§ **What the task requires**
Look for the string "icon" in the material below. Copy every line where you find it.

"""

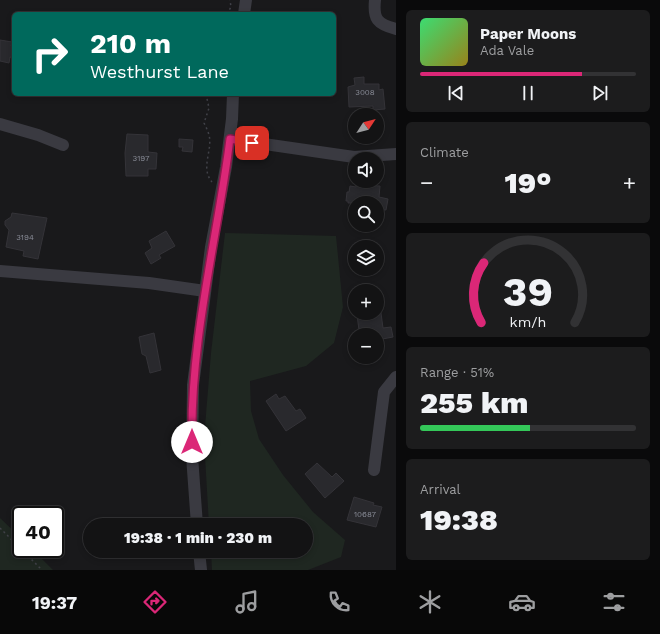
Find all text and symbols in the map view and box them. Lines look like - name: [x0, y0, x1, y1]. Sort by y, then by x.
- text: Paper Moons: [480, 25, 576, 43]
- text: 210 m: [90, 27, 171, 60]
- icon: right: [24, 28, 76, 80]
- text: Ada Vale: [480, 43, 534, 58]
- text: Westhurst Lane: [90, 61, 229, 82]
- icon: previous: [445, 82, 467, 104]
- icon: pause: [517, 82, 539, 104]
- icon: next: [589, 82, 611, 104]
- house number: 3008: [355, 88, 375, 97]
- north arrow: [348, 108, 384, 144]
- map controls: [348, 108, 384, 364]
- pin: [235, 126, 269, 160]
- icon: arrive: [241, 132, 263, 154]
- text: Climate: [420, 145, 469, 160]
- button: sound: [348, 152, 384, 188]
- house number: 3197: [132, 154, 150, 163]
- text: 19°: [504, 165, 552, 200]
- text: −: [420, 170, 433, 195]
- text: +: [623, 170, 636, 195]
- button: search: [348, 196, 384, 232]
- house number: 3194: [16, 233, 34, 242]
- button: layers: [348, 240, 384, 276]
- text: 39: [503, 267, 553, 316]
- button: +: [348, 284, 384, 320]
- text: km/h: [510, 314, 546, 330]
- button: −: [348, 328, 384, 364]
- text: Range · 51%: [420, 365, 494, 380]
- text: 255 km: [420, 385, 528, 420]
- position arrow: [171, 421, 213, 463]
- text: Arrival: [420, 482, 461, 497]
- text: 19:38: [420, 502, 498, 537]
- speed limit sign: 40: [12, 506, 64, 558]
- house number: 10687: [354, 510, 377, 519]
- text: 19:38 · 1 min · 230 m: [124, 529, 272, 547]
- icon: directions: [141, 588, 169, 616]
- icon: music: [233, 588, 261, 616]
- icon: phone: [325, 588, 353, 616]
- icon: climate: [416, 588, 444, 616]
- icon: car: [508, 588, 536, 616]
- icon: filters: [600, 588, 628, 616]
- text: 19:37: [32, 592, 77, 613]

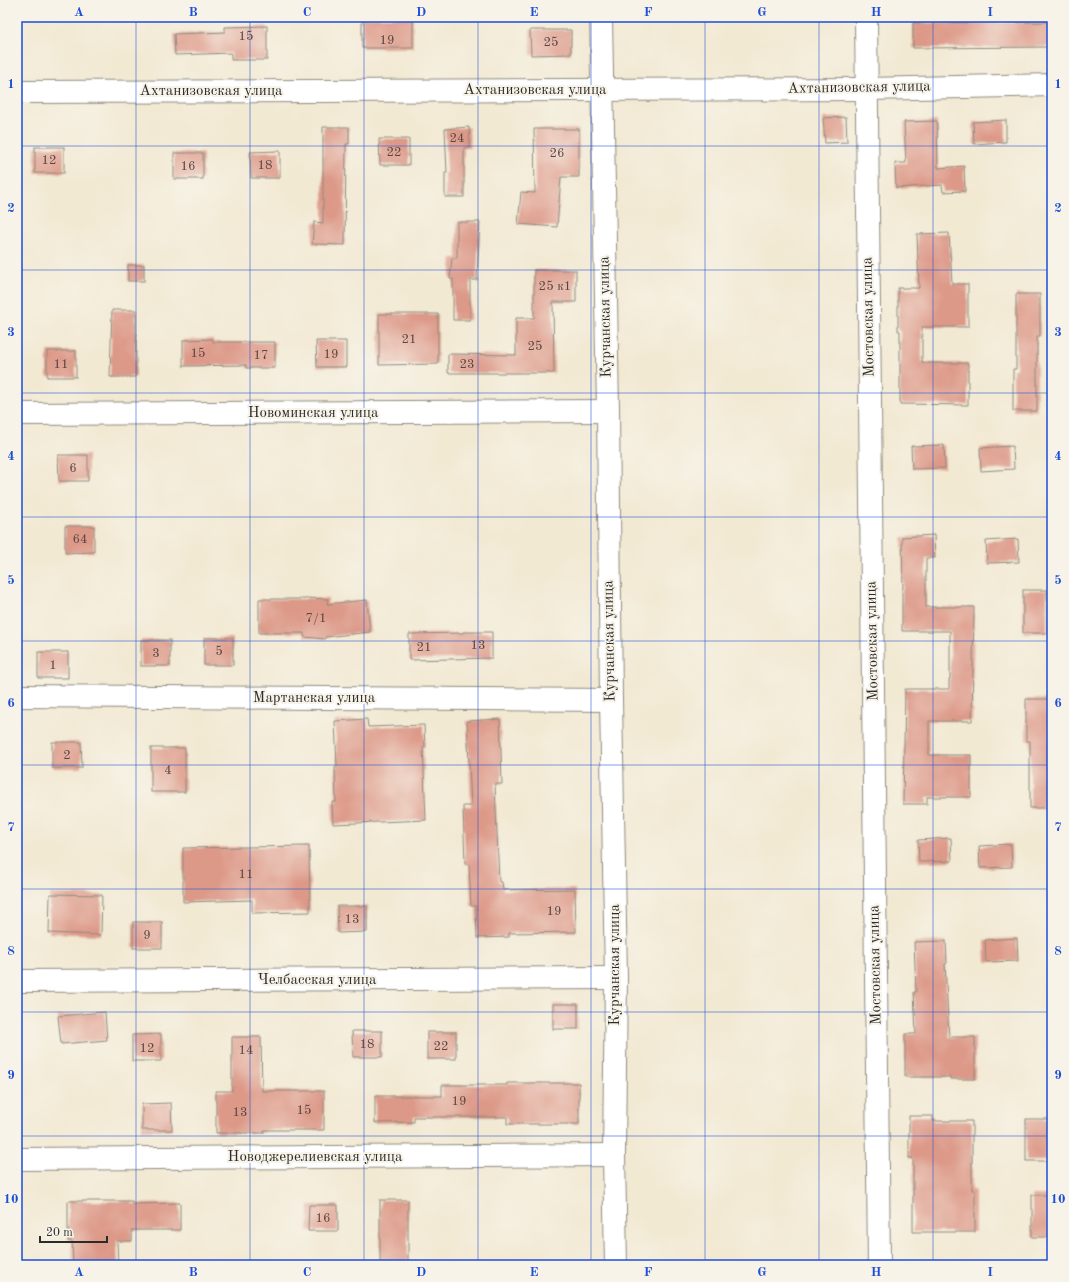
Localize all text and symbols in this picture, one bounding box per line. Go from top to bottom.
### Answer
text: A [74,6,84,19]
text: B [188,6,198,19]
text: C [303,6,311,19]
text: D [416,6,426,19]
text: E [530,6,539,19]
text: F [644,6,653,19]
text: G [757,6,767,19]
text: H [871,6,882,19]
text: I [987,6,993,19]
house number: 15 [238,30,254,43]
house number: 19 [379,34,395,47]
house number: 25 [543,36,559,49]
text: 1 [7,78,15,91]
text: 1 [1054,78,1062,91]
street label: Ахтанизовская улица [787,79,931,97]
street label: Ахтанизовская улица [463,83,607,98]
street label: Ахтанизовская улица [139,84,283,99]
house number: 24 [449,132,465,145]
house number: 22 [386,146,402,159]
house number: 26 [549,147,565,160]
house number: 12 [41,154,57,167]
house number: 18 [257,159,273,172]
house number: 16 [180,160,196,173]
text: 2 [7,202,15,215]
text: 2 [1054,202,1062,215]
street label: Курчанская улица [597,255,615,378]
street label: Мостовская улица [860,256,878,377]
house number: 25 к1 [539,280,571,293]
text: 3 [7,326,15,339]
text: 3 [1054,326,1062,339]
house number: 21 [401,333,417,346]
house number: 25 [527,340,543,353]
house number: 15 [190,347,206,360]
house number: 19 [323,348,339,361]
house number: 17 [253,349,269,362]
house number: 11 [53,358,69,371]
house number: 23 [459,358,475,371]
street label: Новоминская улица [248,406,379,421]
text: 4 [7,450,15,463]
text: 4 [1054,450,1062,463]
house number: 6 [69,462,77,475]
house number: 64 [72,533,88,546]
text: 5 [7,574,15,587]
text: 5 [1054,574,1062,587]
street label: Курчанская улица [601,579,619,702]
street label: Мостовская улица [864,580,882,701]
house number: 7/1 [306,612,326,625]
house number: 13 [470,639,486,652]
house number: 21 [416,641,432,654]
house number: 5 [215,645,223,658]
house number: 3 [152,647,160,660]
house number: 1 [49,659,57,672]
street label: Мартанская улица [253,691,376,706]
text: 6 [7,697,15,710]
text: 6 [1054,697,1062,710]
house number: 2 [63,749,71,762]
house number: 4 [164,764,172,777]
text: 7 [7,821,15,834]
text: 7 [1054,821,1062,834]
house number: 11 [238,868,254,881]
street label: Курчанская улица [608,904,623,1026]
street label: Мостовская улица [867,904,885,1025]
house number: 19 [546,905,562,918]
house number: 13 [344,913,360,926]
house number: 9 [143,929,151,942]
text: 8 [7,945,15,958]
text: 8 [1054,945,1062,958]
street label: Челбасская улица [258,973,377,988]
house number: 18 [359,1038,375,1051]
house number: 22 [433,1040,449,1053]
house number: 12 [139,1042,155,1055]
house number: 14 [238,1044,254,1057]
text: 9 [7,1069,15,1082]
text: 9 [1054,1069,1062,1082]
house number: 19 [451,1095,467,1108]
house number: 15 [296,1104,312,1117]
house number: 13 [232,1106,248,1119]
street label: Новоджерелиевская улица [228,1150,403,1165]
text: 10 [3,1193,19,1206]
text: 10 [1050,1193,1066,1206]
house number: 16 [315,1212,331,1225]
scale bar [40,1218,107,1244]
text: 20 m [46,1227,73,1239]
text: A [74,1266,84,1279]
text: B [188,1266,198,1279]
text: C [303,1266,311,1279]
text: D [416,1266,426,1279]
text: E [530,1266,539,1279]
text: F [644,1266,653,1279]
text: G [757,1266,767,1279]
text: H [871,1266,882,1279]
text: I [987,1266,993,1279]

"""

§ **Solution for this exercise**
- icon: right: [24, 28, 76, 80]
- icon: previous: [445, 82, 467, 104]
- icon: pause: [517, 82, 539, 104]
- icon: next: [589, 82, 611, 104]
- icon: arrive: [241, 132, 263, 154]
- icon: directions: [141, 588, 169, 616]
- icon: music: [233, 588, 261, 616]
- icon: phone: [325, 588, 353, 616]
- icon: climate: [416, 588, 444, 616]
- icon: car: [508, 588, 536, 616]
- icon: filters: [600, 588, 628, 616]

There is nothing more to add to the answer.